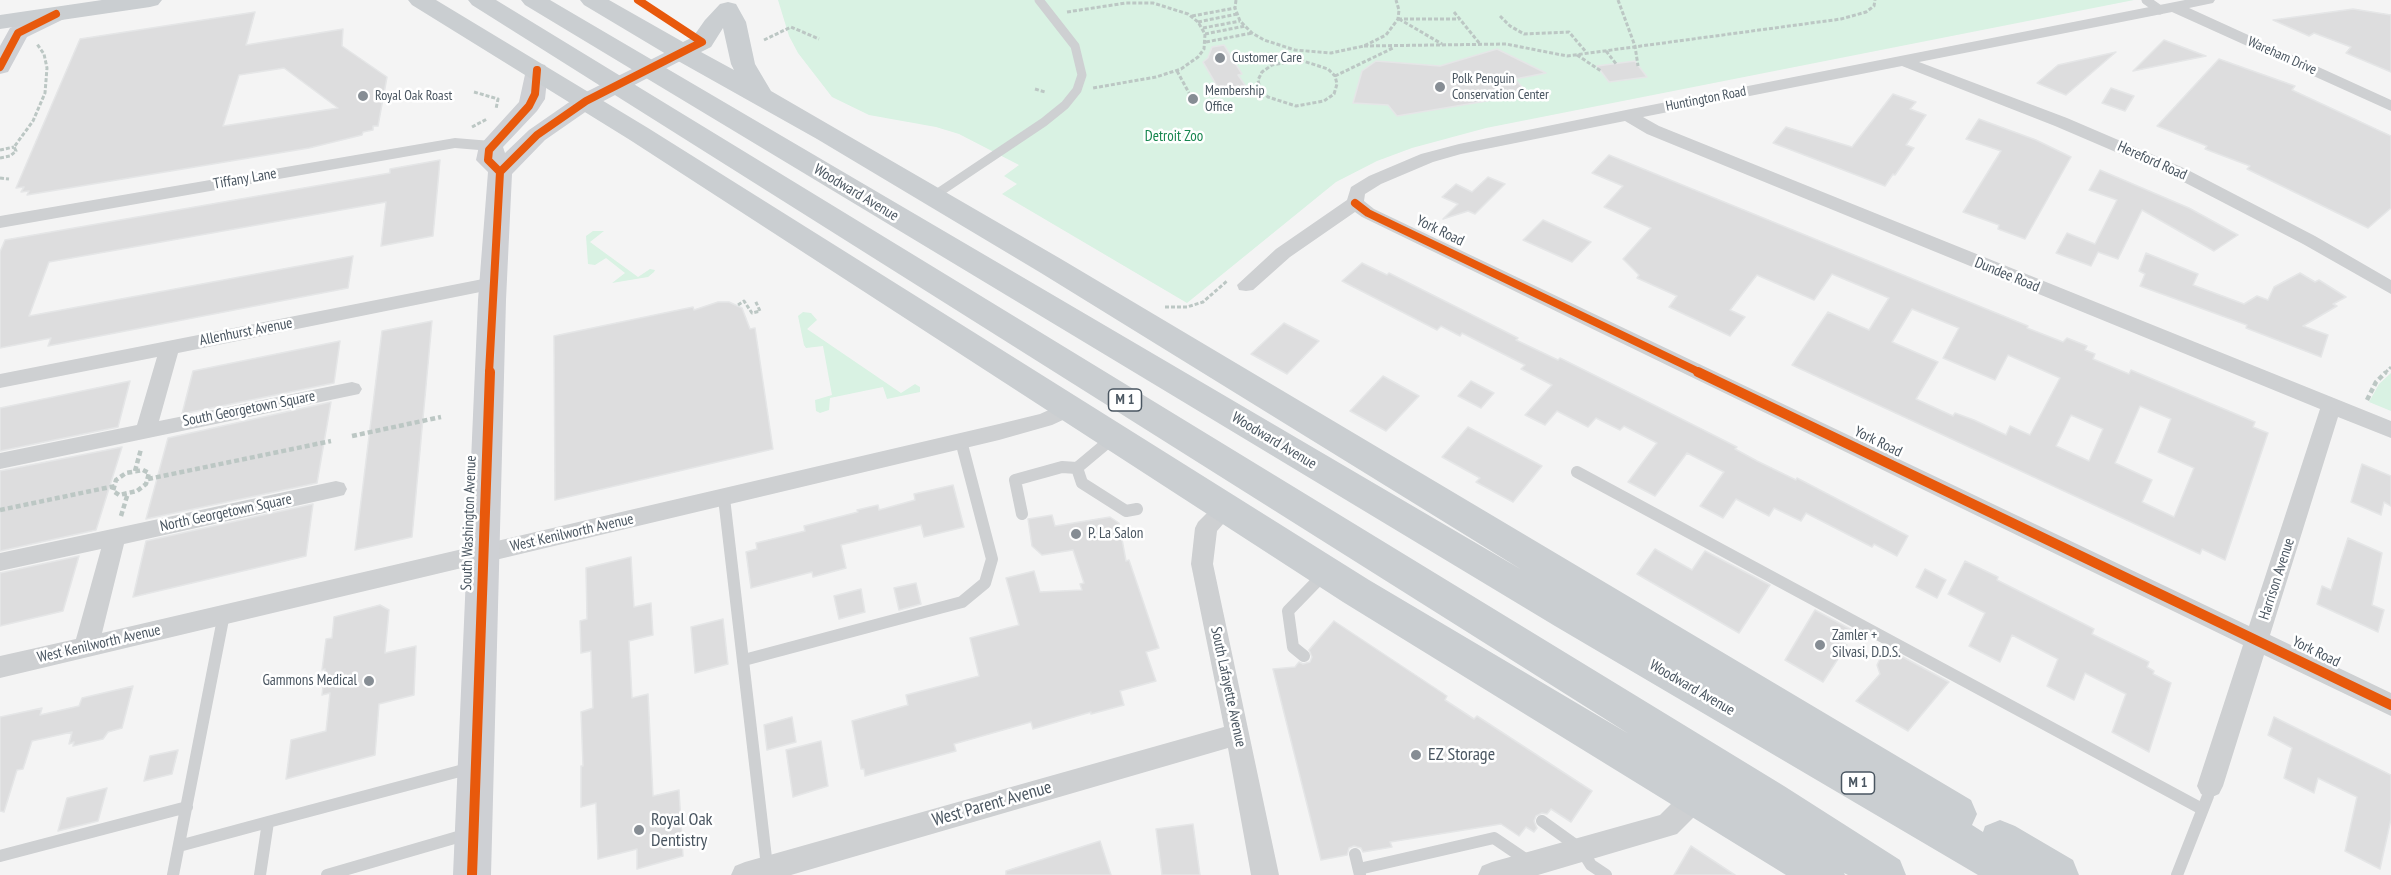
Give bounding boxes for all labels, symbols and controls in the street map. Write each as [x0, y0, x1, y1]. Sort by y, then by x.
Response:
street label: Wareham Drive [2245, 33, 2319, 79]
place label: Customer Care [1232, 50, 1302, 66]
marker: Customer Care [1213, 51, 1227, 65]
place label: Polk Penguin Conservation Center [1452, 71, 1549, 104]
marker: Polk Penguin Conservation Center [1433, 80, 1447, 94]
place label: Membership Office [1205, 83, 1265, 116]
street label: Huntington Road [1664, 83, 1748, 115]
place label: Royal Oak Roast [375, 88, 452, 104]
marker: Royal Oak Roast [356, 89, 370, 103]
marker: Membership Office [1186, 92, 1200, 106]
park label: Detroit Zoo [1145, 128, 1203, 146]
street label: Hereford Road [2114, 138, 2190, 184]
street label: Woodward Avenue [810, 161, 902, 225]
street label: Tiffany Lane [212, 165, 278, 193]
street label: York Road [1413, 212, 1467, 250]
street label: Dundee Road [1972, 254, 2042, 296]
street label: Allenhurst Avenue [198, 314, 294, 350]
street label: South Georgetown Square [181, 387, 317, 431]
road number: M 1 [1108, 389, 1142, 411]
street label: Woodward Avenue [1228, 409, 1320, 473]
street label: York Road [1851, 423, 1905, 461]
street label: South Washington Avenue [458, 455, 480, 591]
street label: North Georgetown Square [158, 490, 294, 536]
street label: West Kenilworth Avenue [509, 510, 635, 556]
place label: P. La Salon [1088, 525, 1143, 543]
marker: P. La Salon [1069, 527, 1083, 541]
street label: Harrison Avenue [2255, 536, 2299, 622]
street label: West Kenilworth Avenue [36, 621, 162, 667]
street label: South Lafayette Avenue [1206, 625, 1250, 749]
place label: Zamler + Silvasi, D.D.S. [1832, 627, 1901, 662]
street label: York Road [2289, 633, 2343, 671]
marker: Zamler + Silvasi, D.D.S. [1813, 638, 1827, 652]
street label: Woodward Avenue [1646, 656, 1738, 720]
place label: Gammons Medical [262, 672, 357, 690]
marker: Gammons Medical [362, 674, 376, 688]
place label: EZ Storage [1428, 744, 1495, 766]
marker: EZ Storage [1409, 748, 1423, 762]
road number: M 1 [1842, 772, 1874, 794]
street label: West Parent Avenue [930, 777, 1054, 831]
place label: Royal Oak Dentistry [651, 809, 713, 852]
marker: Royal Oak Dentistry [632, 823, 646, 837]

---

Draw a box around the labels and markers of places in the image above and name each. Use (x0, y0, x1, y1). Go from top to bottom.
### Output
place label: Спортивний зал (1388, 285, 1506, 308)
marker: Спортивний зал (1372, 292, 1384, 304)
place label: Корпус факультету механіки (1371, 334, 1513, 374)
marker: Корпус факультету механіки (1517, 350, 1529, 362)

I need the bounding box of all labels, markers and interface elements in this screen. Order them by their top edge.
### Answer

- Task requirements:
All lines in the preceding records that hold the word "markers" need to be copied.

- Solution below:
Draw a box around the labels and markers of places in the image above and name each. Use (x0, y0, x1, y1). Go from top to bottom.
I need the bounding box of all labels, markers and interface elements in this screen. Order them by their top edge.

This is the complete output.